I am so proud of him I could burst. There were a bunch of little girls getting pony-lessons at the barn on Saturday while I was getting him ready to go, and they all came around and anted to pet him and asked if I rode him, and I got to say "Yes! His is my horse!" and then they all looked at me with awe and said "Ooooh! You have a horse!" and "This is _your_ horse?" It was a great moment, I tell you. I waited 30 years to have my own horse, and I don't think I could have ever had a better one than Huey!


----------



## tinyliny (Oct 31, 2009)

Let's see . . it's been awhile since I did this. I think to put a picture next to your name, you use the USER CP button at the top of your toolbar and go to Edit your Avatar. there you will see places to upload photos for your avatar. You need to either cut and paste the URL from a public photosharing place, such as Facebook, photobucket, tinypic or ? OR, you use the Image Manager function button (looks kind of like a paper clip) and it's available to you ever time you start a thread so you can insert photos from YOUR computer using the browse function . I think I am not explaining this very well. Of all people, I am the worst to explain this. I barely know how to do it myself! But play around. You can't do anything "wrong".


----------



## ThursdayNext (Oct 18, 2011)

Yay! There he is! Thanks!!!!!


----------



## Hasufel (Jun 9, 2011)

wow!! He's a beauty! I love his blaze


----------



## gigem88 (May 10, 2011)

I'm very happy for you! Hope y'all have many great rides together.


----------



## Spotfreak (Oct 14, 2011)

Yea, me too  hope you can manage to upload photos


----------



## WildAcreFarms (Apr 6, 2011)

your boy is really pretty. do you know what bloodline he is from?
Wildacrefarms


----------



## ThursdayNext (Oct 18, 2011)

WildAcreFarms said:


> your boy is really pretty. do you know what bloodline he is from?
> Wildacrefarms


Thanks! 

I don't know what his ancestry is because he doesn't have a brand, but I am told that his conformation would be right for a Belgian parent. 

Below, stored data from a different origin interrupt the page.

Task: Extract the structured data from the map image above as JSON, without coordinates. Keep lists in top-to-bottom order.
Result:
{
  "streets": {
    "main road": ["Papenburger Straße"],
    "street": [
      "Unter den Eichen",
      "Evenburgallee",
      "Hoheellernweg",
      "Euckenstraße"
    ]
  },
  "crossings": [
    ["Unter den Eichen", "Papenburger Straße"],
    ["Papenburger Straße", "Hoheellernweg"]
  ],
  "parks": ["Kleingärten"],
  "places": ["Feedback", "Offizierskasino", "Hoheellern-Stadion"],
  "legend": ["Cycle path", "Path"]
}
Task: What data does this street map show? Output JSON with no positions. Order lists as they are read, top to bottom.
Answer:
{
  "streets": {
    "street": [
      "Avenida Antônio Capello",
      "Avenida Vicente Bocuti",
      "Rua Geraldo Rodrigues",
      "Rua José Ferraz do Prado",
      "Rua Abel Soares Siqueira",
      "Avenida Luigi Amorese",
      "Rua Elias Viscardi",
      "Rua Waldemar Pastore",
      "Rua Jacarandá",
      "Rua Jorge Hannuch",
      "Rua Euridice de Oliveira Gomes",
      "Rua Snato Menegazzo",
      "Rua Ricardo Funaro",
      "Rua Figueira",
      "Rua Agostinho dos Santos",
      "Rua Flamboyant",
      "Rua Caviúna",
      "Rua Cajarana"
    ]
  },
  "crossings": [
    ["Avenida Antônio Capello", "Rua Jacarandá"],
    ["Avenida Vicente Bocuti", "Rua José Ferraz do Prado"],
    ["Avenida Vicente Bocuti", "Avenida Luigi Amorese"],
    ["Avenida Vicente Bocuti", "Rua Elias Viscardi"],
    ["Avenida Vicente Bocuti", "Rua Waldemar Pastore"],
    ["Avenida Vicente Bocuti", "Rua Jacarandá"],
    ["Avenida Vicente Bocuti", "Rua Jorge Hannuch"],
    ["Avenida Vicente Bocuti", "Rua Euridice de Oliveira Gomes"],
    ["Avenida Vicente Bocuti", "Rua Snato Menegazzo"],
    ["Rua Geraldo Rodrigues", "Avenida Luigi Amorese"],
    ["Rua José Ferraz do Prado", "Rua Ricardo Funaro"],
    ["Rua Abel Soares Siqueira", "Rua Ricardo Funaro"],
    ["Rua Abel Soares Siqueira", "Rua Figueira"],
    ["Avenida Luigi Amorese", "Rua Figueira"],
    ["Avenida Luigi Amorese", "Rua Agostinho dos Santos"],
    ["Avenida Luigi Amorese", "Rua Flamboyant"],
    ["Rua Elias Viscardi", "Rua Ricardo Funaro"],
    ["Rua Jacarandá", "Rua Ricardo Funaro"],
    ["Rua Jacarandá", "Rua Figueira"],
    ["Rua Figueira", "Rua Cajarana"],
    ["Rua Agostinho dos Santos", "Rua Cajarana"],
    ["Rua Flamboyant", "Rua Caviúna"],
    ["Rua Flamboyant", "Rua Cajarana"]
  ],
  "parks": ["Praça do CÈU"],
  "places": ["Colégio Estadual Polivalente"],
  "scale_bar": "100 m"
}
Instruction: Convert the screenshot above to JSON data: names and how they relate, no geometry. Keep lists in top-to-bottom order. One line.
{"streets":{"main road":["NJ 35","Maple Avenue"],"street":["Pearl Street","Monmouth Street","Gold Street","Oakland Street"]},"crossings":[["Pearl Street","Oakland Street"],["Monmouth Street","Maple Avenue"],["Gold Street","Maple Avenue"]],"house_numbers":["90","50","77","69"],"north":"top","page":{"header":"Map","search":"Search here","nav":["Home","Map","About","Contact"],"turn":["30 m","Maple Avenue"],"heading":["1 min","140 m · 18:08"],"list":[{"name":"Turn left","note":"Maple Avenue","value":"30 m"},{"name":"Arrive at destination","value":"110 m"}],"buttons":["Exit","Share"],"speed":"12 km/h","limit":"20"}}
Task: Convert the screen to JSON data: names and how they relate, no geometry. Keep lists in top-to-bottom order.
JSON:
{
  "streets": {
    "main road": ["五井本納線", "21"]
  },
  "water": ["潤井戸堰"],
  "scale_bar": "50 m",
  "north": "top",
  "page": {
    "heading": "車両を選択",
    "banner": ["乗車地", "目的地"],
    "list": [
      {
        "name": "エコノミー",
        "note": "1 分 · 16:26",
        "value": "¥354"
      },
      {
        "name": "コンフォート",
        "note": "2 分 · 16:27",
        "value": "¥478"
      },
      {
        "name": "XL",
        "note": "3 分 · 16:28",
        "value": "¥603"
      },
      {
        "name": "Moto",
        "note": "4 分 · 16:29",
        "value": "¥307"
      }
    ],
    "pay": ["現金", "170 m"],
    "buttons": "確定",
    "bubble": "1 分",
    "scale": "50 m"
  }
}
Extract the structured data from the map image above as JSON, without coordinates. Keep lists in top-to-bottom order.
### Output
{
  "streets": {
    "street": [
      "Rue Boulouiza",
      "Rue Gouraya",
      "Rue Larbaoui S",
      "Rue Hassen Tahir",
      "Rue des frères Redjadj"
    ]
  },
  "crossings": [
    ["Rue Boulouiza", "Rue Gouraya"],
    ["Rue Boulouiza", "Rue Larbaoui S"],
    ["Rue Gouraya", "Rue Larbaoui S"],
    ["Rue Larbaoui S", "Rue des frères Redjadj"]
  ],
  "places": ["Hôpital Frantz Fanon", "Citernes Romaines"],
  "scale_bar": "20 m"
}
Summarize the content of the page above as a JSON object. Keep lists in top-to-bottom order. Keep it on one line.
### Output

He came to us through a twisty route. He showed up in an auction last winter, had obviously been neglected for a while but not for an incredibly long while, had also obviously been a professional show jumper. I guess the vet can tell that from his muscles and joints, and my trainer says that even now when he lines up to take a short jump he approaches it like it is 5 feet tall. 

We think maybe his rider died and left him to people who didn't know what they had, or that he got retired to the "good home" who wasn't able to maintain him. Even with his topline wasted off and his feet overgrown and an awesome winter coat he was clearly enough a very superior sort of horse that everyone did an intensive search of the stolen/missing horse ads for the last couple of years, because I guess this quality of animal doesn't usually show up in an auction.

I'm just grateful as heck! This guy is a MUCH better horse than I ever expected to have! Especially at this stage of my riding life! He listens so closely to my seat, I can think something like "let's ride a circle" and whatever tiny change I make in my body when I think that, I don't even notice what it is, but he does, and he heads right into the circle. And he learns things very fast! Yesterday, my lesson was practicing some walk-trot-halt transitions, and after three of them, he started halting himself (without waiting for my request) so we had to go do something else for a while.


----------



## MHFoundation Quarters (Feb 23, 2011)

Congrats!!!!


----------



## WildAcreFarms (Apr 6, 2011)

*Cherish that horse! that is a once in a lifetime thing....*



ThursdayNext said:


> Thanks!
> 
> I don't know what his ancestry is because he doesn't have a brand, but I am told that his conformation would be right for a Belgian parent.
> 
> ...


*GIRL let me tell you!! hang onto that one!!* I've had one horse like that in my WHOLE life and I loved her to pieces. I swear some people will think I'm NUTS but *she could read my mind.... *I know it sounds unbelievable but i swear its true!! I'd picture in my MIND what i wanted her to do and she would do it. EXACTLY. I thought back up and she did it, I thought Take 6 STEPS BACKWARD AND SHE DID IT! I thought take 4 steps crosswise and she did it. I concentrated in stilling my seat and making SURE that i was not giving any signals with my body and i'm telling you every single time she read my mind. She was an Arabian, brood mare about 11 years old when i bought her. she was thin and had not been ridden in years. I've tired it with every horse, dog and cat i've owned since then and never ever have i found the same connection in another animal. *I think i was blessed to have experienced that "oneness" one time. it is an extremely special thing. you will probably never have another one so please CHERISH that horse!! *

Good luck with your new baby!
Wild Acre Farms


----------



## Cacowgirl (Feb 19, 2011)

Congrats! Sounds like a wonderful match. Hope we see more pictures soon.


----------